Feds unveil huge plan to jump-start economy

November 25, 2008 6:21:57 PM PST
The government Tuesday announced a massive new plan to jump-start the economy and encourage people to get mortgages, buy new cars and start shopping again.

The government will buy $600 billion in mortgage-backed securities in the hopes of freeing up money for making home loans.

Another $200 billion will go to banks and credit card companies for making loans to consumers and small businesses.

The number of people in a position to borrow all of that money is largely unknown.

However, as the holiday shopping season gets underway the great fear is that consumers will cut back sharply and drive the economy into a deeper hole.

Buying a car or any big-ticket item has been tough.

Banks tightened credit for fear consumers were overwhelmed by falling home prices and hefty mortgage payments. The stranglehold on consumers has put pressure on retailers, causing the economy to sink.

"I think they should be spending. You have to keep between the rails, though. If you spend too much eventually it's going to catch up. And they say, if you're going to dance, you have to pay the fiddler," said Danville resident john Klassen.
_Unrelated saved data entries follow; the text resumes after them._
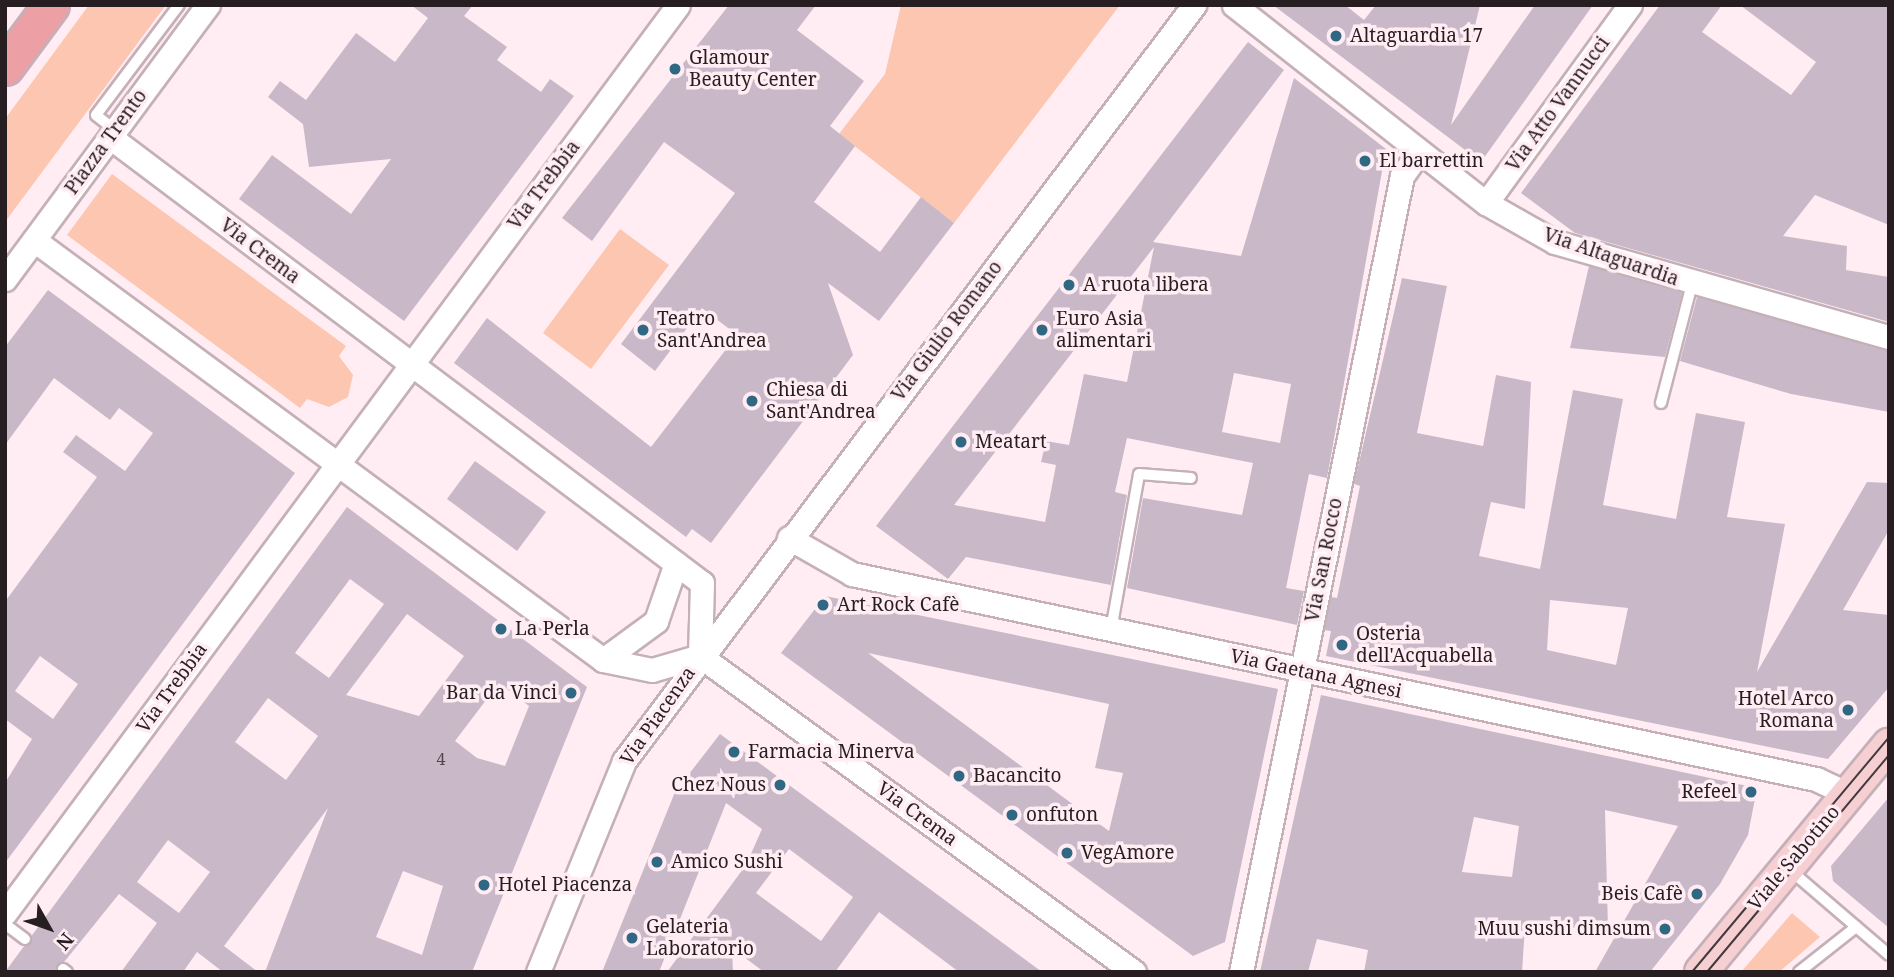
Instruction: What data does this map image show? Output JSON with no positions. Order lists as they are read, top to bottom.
{
  "streets": {
    "street": [
      "Via Atto Vannucci",
      "Piazza Trento",
      "Via Trebbia",
      "Via Crema",
      "Via Altaguardia",
      "Via Giulio Romano",
      "Via San Rocco",
      "Via Gaetana Agnesi",
      "Via Piacenza",
      "Viale Sabotino"
    ]
  },
  "crossings": [
    ["Via Atto Vannucci", "Via Altaguardia"],
    ["Piazza Trento", "Via Crema"],
    ["Via Trebbia", "Via Crema"],
    ["Via Crema", "Via Giulio Romano"],
    ["Via Crema", "Via Piacenza"],
    ["Via Altaguardia", "Via San Rocco"],
    ["Via Giulio Romano", "Via Gaetana Agnesi"],
    ["Via Giulio Romano", "Via Piacenza"],
    ["Via San Rocco", "Via Gaetana Agnesi"],
    ["Via Gaetana Agnesi", "Viale Sabotino"]
  ],
  "places": [
    "Altaguardia 17",
    "Glamour Beauty Center",
    "El barrettin",
    "A ruota libera",
    "Teatro Sant'Andrea",
    "Euro Asia alimentari",
    "Chiesa di Sant'Andrea",
    "Meatart",
    "Art Rock Cafè",
    "La Perla",
    "Osteria dell'Acquabella",
    "Bar da Vinci",
    "Hotel Arco Romana",
    "Farmacia Minerva",
    "Bacancito",
    "Chez Nous",
    "Refeel",
    "onfuton",
    "VegAmore",
    "Amico Sushi",
    "Hotel Piacenza",
    "Beis Cafè",
    "Muu sushi dimsum",
    "Gelateria Laboratorio"
  ],
  "house_numbers": ["4"],
  "north": "bottom right"
}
The government's plan is supposed to loosen credit, but some consumers say they're already in too much debt to spend again.

"We've got a pretty high credit card balance right now that we're dealing with. We've got to take care of ourselves first I guess," said Albany resident Laurie Amaro.

Others like David Marzola of Dublin think the time is right to spend again.

He says, "There are some good prices out there now on all of retail along with cars. So if credit becomes available I think people will start buying again."

When asked if he was included Marzola replied, "Maybe not a car. But maybe some big-ticket items, yes."

This is a flip-flop on the part of Treasury Secretary Paulson. At first he planned to buy toxic loans. Then he decided against it. Now he has changed his mind again.

Stanford Professor of Finance Jonathan Berk at the Graduate School of Business says this erodes confidence.

"The overall sense is that people do not have a lot of confidence that the administration really knows what they're doing. And, every time they change their minds on things it adds to a lack of confidence," Said Berk.

Secretary Paulson defended changing his mind, "It is naive for any of us to think that when you are dealing with a situation of this magnitude that a bill could be passed or a single action taken to make all the issues go away."

Some analysts thing it would take as long three months for the impact to trickle down to consumers. However, Tuesday's news did have a big impact on mortgage rates.

ABC7's financial partner Bloomberg reports that the rate for a 30-year fixed mortgage fell three-quarters of a percent to 5.5 percent.